• Your task
In the records that follow, locate every line with "Sort" and extract it.

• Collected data
※
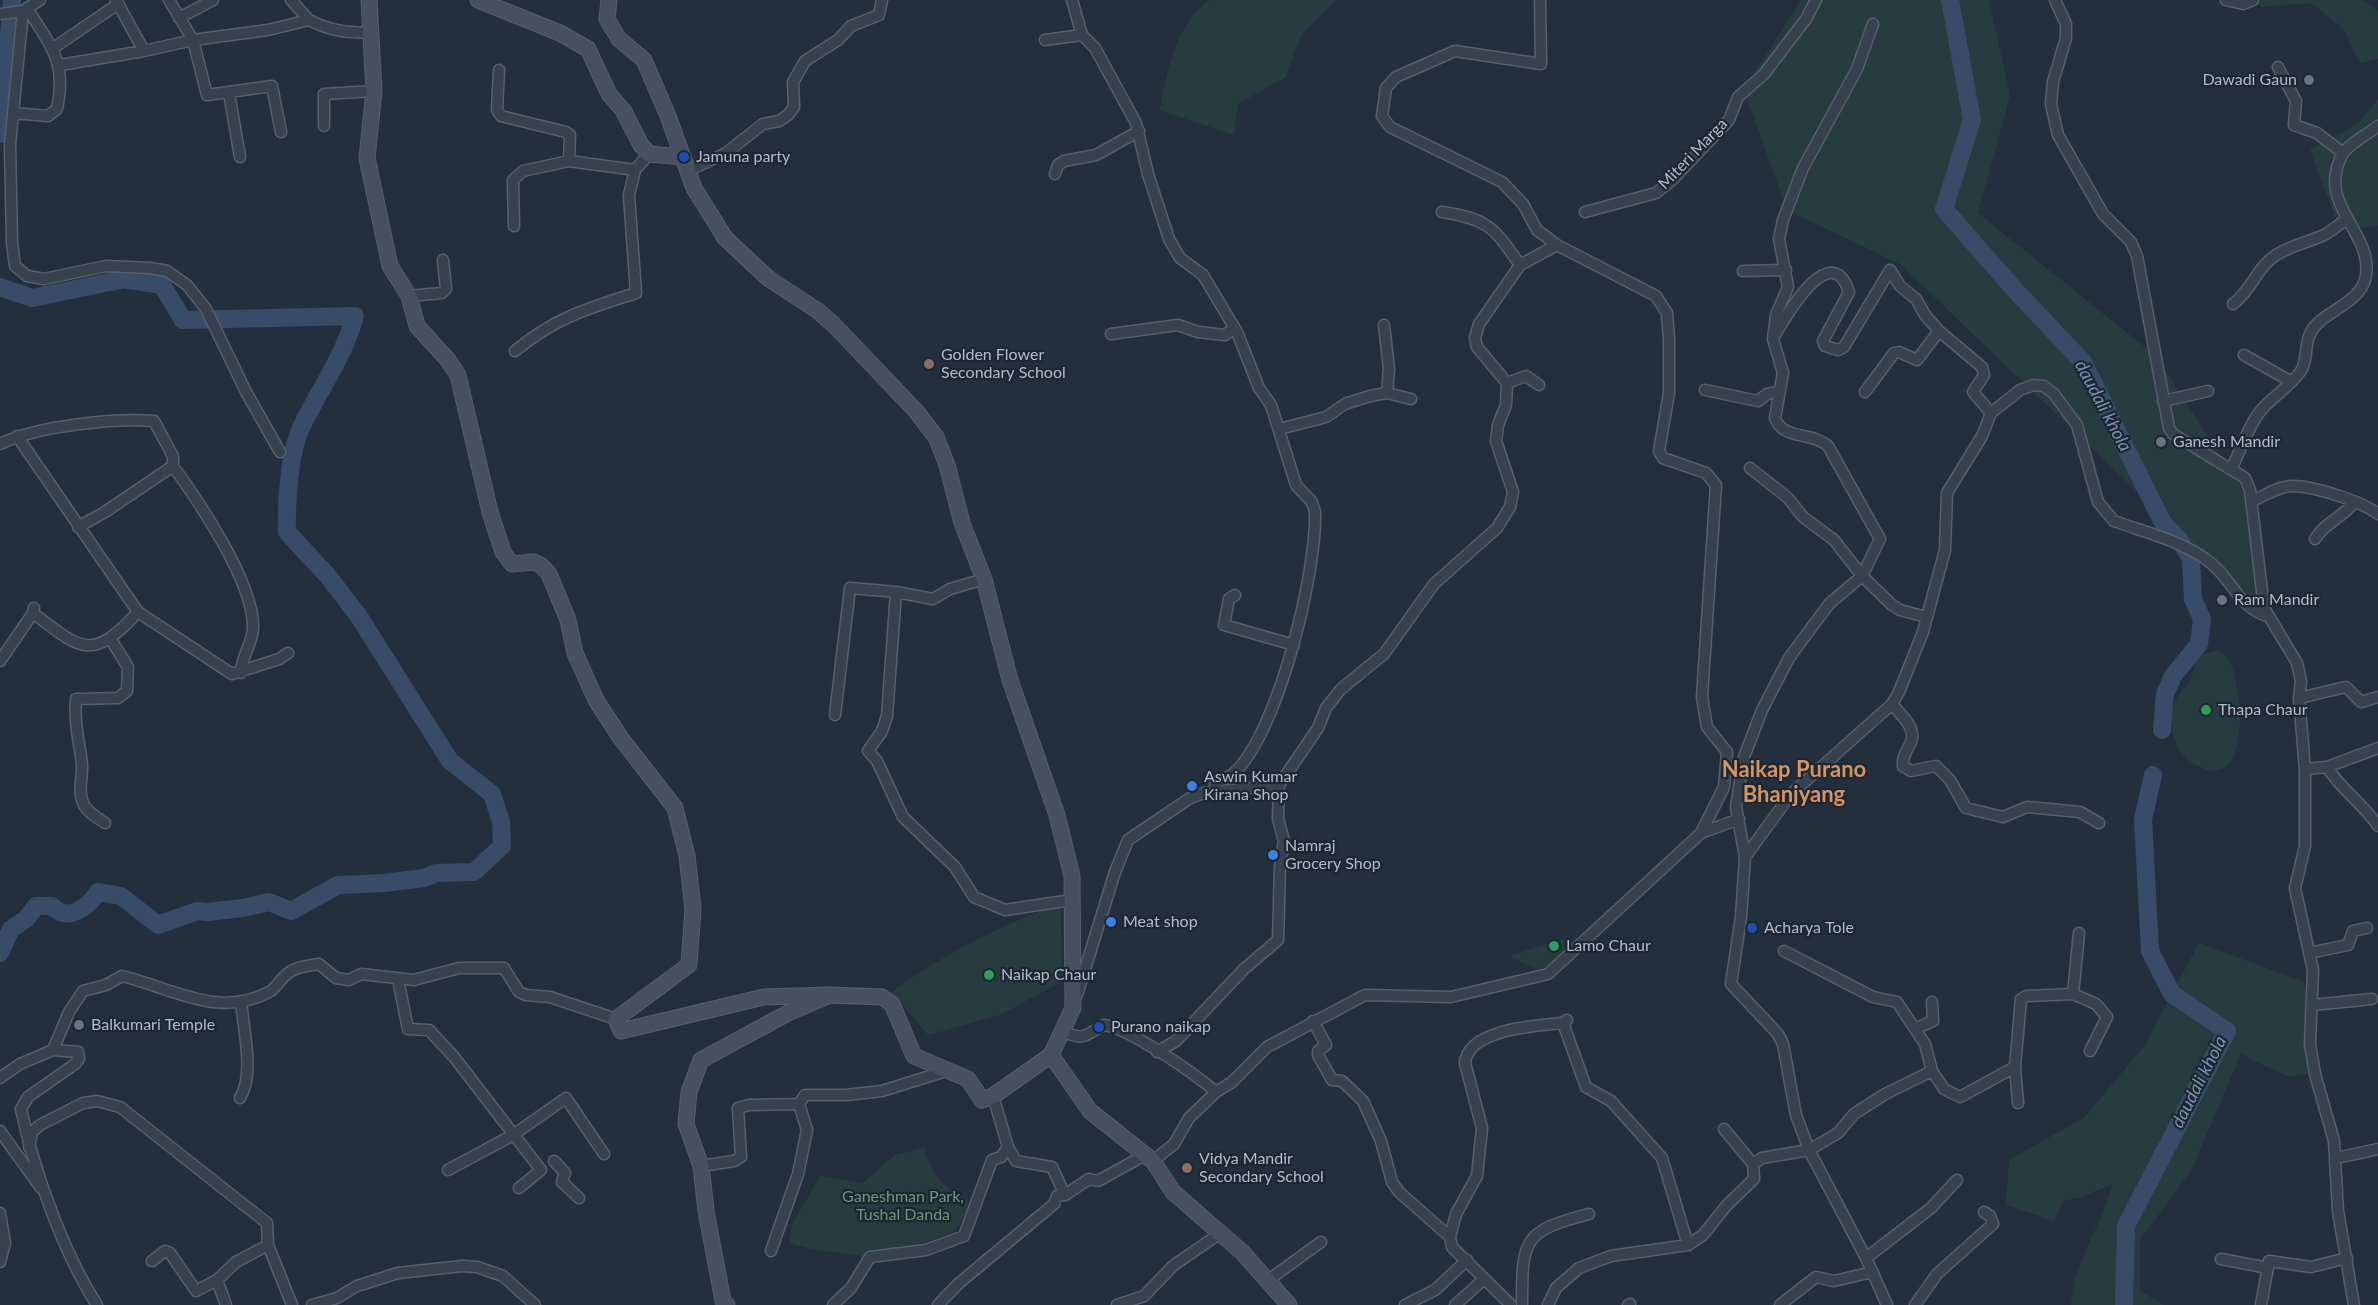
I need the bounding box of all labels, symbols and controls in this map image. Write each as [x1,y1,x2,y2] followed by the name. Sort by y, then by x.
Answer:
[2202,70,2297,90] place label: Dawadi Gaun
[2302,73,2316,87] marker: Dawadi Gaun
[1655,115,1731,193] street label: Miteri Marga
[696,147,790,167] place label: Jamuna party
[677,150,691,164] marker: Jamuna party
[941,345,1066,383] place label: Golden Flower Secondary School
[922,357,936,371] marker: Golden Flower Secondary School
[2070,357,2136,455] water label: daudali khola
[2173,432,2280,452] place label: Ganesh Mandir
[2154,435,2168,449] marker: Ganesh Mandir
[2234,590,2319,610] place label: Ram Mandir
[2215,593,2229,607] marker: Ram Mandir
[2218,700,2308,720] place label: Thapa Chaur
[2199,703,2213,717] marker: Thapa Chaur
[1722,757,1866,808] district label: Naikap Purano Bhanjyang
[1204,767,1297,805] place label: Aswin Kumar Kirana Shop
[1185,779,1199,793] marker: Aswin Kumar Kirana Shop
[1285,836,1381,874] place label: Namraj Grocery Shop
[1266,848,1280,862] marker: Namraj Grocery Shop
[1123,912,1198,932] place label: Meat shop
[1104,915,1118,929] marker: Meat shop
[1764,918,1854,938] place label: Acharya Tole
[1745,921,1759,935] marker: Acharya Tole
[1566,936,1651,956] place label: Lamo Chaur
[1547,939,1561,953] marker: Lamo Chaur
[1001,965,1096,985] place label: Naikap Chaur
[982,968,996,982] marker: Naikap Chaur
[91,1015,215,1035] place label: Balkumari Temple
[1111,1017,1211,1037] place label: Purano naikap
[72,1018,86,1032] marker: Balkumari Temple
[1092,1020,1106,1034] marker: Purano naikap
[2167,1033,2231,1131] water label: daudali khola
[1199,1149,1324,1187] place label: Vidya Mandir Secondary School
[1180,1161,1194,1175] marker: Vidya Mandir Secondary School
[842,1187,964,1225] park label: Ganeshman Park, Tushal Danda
※
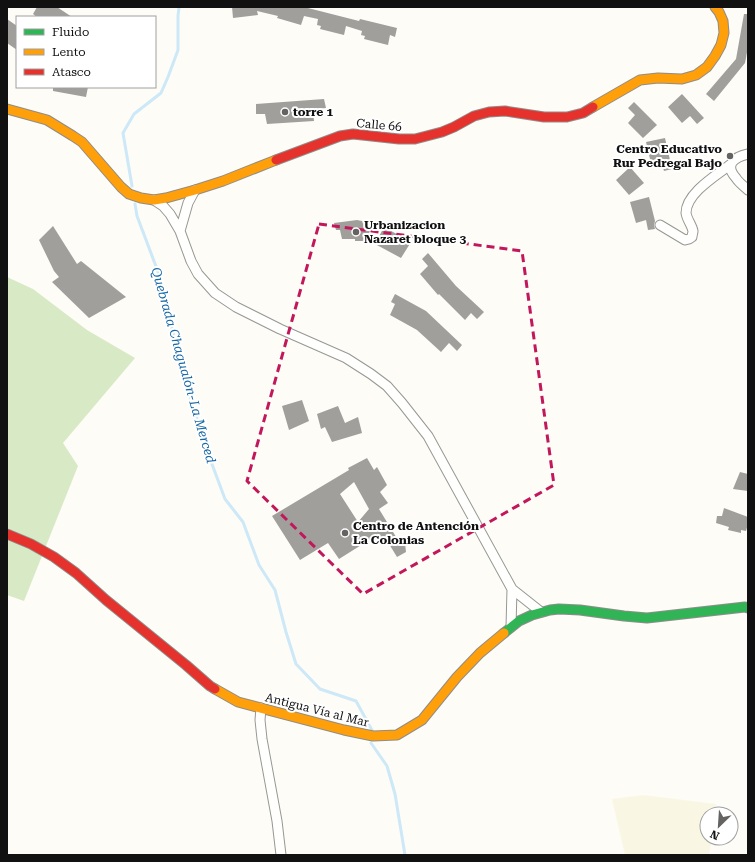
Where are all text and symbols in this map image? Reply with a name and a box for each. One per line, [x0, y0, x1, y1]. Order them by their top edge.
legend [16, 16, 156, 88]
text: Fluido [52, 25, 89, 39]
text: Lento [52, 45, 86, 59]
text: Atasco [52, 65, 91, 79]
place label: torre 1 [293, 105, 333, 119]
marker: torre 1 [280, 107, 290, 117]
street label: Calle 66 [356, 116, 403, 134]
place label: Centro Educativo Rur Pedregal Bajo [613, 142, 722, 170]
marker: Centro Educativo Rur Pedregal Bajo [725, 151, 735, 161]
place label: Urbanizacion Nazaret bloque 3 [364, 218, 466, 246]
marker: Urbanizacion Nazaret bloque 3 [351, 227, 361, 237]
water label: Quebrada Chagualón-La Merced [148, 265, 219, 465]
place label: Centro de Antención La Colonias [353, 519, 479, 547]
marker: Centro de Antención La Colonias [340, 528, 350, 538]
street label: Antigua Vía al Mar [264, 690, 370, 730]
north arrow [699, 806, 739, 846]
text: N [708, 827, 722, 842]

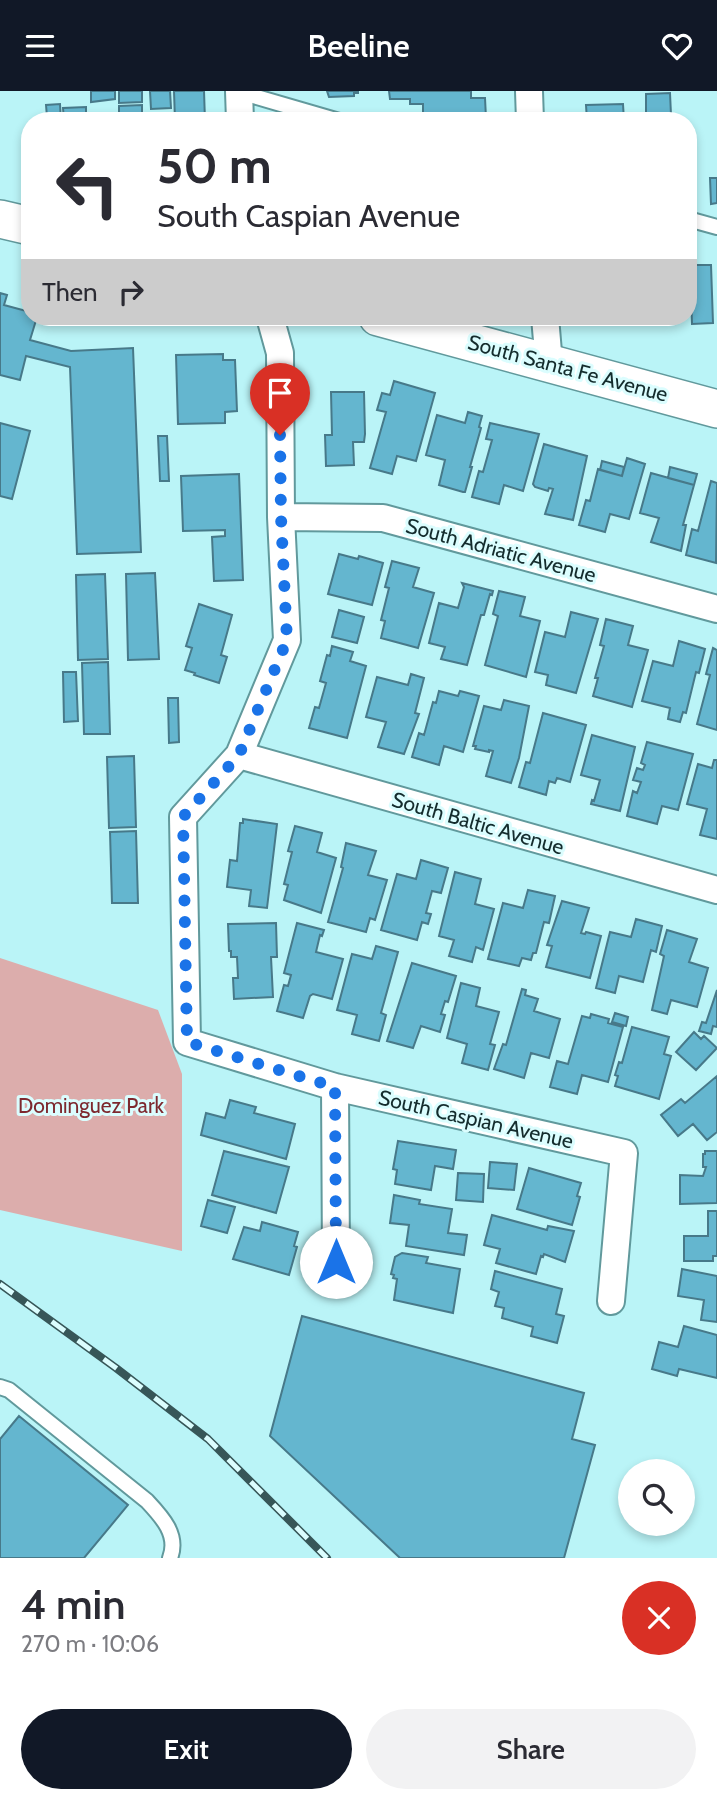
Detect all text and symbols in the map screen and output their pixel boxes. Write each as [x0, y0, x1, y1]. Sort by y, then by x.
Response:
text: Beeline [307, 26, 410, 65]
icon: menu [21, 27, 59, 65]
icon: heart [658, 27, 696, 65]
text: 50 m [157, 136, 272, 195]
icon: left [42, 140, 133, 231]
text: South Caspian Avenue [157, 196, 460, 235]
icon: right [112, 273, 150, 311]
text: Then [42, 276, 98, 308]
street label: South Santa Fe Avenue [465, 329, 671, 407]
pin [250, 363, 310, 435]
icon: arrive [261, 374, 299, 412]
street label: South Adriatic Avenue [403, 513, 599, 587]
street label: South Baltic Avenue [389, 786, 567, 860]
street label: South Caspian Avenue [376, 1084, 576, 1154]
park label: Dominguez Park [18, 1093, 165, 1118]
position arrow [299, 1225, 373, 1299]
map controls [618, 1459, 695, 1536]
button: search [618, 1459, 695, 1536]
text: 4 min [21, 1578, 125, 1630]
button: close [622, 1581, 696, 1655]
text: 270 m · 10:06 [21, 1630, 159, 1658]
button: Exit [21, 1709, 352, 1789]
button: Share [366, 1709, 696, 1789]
※
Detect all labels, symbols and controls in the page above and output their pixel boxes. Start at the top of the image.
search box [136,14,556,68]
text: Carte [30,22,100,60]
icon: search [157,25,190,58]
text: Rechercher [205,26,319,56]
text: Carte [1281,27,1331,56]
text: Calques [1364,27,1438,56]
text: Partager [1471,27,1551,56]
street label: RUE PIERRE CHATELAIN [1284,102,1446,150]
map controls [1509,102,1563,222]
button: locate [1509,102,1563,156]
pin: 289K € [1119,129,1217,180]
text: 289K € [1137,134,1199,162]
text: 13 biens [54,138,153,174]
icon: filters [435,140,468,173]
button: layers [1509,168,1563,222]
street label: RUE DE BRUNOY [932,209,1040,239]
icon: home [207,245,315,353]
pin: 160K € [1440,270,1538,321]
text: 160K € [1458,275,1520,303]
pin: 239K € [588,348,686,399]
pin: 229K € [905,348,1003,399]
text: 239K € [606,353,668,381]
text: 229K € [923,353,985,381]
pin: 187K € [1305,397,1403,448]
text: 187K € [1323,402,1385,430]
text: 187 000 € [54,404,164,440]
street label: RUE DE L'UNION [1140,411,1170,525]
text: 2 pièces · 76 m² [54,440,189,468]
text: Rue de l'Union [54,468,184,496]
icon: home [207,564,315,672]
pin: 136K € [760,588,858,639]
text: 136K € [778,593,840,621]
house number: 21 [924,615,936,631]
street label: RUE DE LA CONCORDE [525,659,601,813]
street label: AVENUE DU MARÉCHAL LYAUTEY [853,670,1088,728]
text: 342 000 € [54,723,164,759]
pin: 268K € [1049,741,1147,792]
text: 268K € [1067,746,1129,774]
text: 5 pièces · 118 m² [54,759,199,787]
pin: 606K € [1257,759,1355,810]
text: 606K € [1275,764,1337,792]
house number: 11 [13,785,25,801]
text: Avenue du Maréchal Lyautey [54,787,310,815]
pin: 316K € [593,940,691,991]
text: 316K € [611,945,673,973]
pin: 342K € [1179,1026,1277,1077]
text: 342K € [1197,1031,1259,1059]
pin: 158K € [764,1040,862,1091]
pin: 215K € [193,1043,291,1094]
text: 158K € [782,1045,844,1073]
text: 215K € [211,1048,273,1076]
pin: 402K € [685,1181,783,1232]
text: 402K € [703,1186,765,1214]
※
• Response
I need the bounding box of all labels, symbols and controls in this map image. Write each as [x1,y1,x2,y2] followed by the name. Sort by y, then by x.
Detect all text and symbols in the map screen and output their pixel boxes. Write each as [x0, y0, x1, y1]. Sort by y, then by x.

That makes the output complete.